(Dataset entries)
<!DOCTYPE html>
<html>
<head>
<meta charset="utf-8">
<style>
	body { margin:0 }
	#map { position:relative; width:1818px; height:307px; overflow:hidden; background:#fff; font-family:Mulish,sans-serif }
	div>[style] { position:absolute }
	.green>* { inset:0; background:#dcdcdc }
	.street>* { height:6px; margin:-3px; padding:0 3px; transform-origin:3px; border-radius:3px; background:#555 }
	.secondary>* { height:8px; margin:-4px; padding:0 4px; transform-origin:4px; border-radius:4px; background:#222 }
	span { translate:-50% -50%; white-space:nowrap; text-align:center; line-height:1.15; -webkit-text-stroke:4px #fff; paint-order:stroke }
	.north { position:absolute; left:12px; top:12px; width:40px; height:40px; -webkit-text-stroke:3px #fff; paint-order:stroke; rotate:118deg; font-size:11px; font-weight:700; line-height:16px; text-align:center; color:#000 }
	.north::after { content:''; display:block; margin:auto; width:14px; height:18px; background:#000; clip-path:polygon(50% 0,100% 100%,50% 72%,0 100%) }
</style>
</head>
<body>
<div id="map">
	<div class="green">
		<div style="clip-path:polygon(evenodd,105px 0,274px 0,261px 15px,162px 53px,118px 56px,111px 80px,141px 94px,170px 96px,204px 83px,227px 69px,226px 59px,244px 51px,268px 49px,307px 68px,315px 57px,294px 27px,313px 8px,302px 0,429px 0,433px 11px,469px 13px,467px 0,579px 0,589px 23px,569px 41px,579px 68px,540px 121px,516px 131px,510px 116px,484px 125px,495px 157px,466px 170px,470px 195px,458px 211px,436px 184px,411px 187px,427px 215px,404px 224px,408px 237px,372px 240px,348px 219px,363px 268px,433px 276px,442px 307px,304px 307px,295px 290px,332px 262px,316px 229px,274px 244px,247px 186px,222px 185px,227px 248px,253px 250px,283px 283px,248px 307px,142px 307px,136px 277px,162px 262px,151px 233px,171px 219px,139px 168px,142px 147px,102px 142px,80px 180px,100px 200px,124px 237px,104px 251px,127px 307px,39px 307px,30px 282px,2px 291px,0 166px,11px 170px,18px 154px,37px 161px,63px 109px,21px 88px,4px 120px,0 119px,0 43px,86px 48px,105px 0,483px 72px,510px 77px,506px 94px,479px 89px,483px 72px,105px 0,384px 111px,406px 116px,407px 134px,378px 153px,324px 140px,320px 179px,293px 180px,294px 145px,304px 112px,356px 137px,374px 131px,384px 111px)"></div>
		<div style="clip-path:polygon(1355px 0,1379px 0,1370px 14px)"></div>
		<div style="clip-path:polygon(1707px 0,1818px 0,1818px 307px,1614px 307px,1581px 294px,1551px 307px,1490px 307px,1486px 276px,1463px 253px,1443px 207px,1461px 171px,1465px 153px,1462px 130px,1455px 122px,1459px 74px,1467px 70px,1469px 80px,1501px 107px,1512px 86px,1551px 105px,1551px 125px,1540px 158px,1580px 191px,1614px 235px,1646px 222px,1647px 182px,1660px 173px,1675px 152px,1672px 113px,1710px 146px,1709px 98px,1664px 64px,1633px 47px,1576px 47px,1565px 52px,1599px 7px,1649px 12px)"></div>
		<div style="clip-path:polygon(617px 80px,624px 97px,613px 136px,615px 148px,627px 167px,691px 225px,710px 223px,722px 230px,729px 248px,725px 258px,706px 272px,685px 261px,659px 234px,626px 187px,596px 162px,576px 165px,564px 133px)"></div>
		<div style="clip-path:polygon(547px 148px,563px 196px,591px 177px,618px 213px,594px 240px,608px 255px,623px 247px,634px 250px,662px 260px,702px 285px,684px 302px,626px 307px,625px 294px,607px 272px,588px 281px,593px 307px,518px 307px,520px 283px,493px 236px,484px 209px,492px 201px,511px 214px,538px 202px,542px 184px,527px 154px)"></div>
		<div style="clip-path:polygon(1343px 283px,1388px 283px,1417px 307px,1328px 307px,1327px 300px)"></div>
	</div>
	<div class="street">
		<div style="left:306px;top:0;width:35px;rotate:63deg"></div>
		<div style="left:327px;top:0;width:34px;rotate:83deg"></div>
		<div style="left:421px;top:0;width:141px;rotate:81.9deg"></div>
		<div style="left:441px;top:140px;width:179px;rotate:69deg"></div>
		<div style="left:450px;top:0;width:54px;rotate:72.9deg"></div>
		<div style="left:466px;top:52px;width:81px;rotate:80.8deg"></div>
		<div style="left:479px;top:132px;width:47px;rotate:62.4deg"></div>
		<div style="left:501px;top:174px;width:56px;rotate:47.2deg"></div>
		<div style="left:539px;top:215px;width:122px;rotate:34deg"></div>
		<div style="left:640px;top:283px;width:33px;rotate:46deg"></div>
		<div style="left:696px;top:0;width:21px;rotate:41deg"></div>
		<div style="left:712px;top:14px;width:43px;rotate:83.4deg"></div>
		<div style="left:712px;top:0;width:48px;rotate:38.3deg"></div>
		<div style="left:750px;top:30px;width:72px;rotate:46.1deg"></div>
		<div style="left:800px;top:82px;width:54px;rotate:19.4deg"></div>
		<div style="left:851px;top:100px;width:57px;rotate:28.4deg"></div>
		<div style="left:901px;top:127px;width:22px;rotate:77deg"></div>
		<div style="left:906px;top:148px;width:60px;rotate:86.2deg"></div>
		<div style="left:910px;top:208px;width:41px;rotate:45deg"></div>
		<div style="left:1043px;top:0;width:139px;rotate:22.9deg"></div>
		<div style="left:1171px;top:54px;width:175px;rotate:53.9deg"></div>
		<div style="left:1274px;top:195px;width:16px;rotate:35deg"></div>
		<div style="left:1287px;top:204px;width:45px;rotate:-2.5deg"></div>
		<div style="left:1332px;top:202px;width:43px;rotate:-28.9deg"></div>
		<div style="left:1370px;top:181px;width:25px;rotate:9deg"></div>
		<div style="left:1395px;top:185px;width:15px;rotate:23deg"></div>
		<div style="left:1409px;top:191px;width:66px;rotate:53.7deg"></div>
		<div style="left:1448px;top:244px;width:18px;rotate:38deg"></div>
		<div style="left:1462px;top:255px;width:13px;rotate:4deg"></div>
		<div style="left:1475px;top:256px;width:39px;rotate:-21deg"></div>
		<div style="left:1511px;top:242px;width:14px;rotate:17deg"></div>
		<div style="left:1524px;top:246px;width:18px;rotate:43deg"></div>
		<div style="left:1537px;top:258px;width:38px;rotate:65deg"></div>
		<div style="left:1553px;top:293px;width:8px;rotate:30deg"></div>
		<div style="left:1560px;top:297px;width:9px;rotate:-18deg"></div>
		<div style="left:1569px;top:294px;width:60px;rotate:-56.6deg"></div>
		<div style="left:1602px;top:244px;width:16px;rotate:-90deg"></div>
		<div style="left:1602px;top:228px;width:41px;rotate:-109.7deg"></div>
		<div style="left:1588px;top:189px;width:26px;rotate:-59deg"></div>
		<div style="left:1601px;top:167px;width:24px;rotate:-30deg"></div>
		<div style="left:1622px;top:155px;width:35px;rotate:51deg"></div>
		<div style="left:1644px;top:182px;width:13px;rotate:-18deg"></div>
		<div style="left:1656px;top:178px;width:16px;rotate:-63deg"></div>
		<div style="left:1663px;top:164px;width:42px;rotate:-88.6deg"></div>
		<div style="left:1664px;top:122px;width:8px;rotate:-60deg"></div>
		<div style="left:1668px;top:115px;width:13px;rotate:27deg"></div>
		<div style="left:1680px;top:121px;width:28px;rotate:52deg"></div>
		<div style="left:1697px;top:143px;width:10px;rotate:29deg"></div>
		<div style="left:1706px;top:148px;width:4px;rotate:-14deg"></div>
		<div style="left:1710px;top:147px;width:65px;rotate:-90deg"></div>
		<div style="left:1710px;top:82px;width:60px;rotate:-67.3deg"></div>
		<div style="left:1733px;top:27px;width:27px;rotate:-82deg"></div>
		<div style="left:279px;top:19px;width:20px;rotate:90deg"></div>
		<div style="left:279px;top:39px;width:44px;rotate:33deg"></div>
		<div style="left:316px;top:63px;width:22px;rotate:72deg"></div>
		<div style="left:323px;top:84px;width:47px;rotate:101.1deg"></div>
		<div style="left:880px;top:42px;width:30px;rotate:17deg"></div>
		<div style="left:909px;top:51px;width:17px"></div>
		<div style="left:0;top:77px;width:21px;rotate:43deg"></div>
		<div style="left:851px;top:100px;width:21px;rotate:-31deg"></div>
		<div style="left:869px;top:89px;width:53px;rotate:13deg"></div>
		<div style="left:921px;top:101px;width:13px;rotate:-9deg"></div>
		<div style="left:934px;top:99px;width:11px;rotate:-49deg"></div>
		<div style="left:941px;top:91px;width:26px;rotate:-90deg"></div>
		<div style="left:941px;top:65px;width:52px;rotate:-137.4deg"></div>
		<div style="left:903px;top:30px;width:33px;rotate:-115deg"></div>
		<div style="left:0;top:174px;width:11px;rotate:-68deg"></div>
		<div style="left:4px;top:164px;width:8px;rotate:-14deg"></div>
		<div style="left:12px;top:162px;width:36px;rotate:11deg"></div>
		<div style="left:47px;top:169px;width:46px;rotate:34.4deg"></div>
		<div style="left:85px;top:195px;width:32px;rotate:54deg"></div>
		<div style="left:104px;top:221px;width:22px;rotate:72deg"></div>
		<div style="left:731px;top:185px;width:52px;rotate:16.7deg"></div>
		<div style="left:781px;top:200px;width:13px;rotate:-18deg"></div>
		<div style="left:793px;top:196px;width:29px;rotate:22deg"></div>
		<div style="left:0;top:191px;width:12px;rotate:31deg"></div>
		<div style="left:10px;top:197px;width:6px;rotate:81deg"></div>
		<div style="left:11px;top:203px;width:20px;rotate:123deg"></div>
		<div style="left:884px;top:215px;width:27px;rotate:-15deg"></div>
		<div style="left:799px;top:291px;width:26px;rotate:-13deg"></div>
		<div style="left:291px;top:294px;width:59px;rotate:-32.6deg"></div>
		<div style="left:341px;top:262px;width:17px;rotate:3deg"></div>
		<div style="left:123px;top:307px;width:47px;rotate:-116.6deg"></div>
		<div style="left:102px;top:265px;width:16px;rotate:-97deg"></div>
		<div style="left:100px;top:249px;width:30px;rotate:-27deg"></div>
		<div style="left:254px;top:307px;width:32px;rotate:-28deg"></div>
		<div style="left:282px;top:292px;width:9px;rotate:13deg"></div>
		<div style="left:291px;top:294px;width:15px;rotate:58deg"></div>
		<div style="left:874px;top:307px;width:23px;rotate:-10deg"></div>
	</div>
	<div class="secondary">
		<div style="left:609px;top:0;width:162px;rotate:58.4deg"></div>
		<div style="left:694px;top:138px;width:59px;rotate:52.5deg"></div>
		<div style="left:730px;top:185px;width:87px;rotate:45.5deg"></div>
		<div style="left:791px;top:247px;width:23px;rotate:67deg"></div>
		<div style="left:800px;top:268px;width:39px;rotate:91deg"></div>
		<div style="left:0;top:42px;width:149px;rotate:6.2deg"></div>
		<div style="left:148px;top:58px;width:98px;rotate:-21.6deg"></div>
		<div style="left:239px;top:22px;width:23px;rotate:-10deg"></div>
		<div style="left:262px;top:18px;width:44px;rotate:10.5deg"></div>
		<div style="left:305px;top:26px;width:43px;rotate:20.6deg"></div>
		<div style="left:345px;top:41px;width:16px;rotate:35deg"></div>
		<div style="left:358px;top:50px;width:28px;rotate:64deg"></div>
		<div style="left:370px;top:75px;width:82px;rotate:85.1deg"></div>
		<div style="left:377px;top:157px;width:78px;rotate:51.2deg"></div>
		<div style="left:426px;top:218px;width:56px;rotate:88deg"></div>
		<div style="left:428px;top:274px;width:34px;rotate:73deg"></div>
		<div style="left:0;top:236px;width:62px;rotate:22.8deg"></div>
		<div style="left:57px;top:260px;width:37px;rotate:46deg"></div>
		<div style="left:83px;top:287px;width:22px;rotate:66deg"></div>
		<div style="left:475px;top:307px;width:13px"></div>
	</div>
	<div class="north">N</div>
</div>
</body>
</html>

(Task goal) Read the entries and pick out all lines that include the word "padding".

(Written solution)
	.street>* { height:6px; margin:-3px; padding:0 3px; transform-origin:3px; border-radius:3px; background:#555 }
	.secondary>* { height:8px; margin:-4px; padding:0 4px; transform-origin:4px; border-radius:4px; background:#222 }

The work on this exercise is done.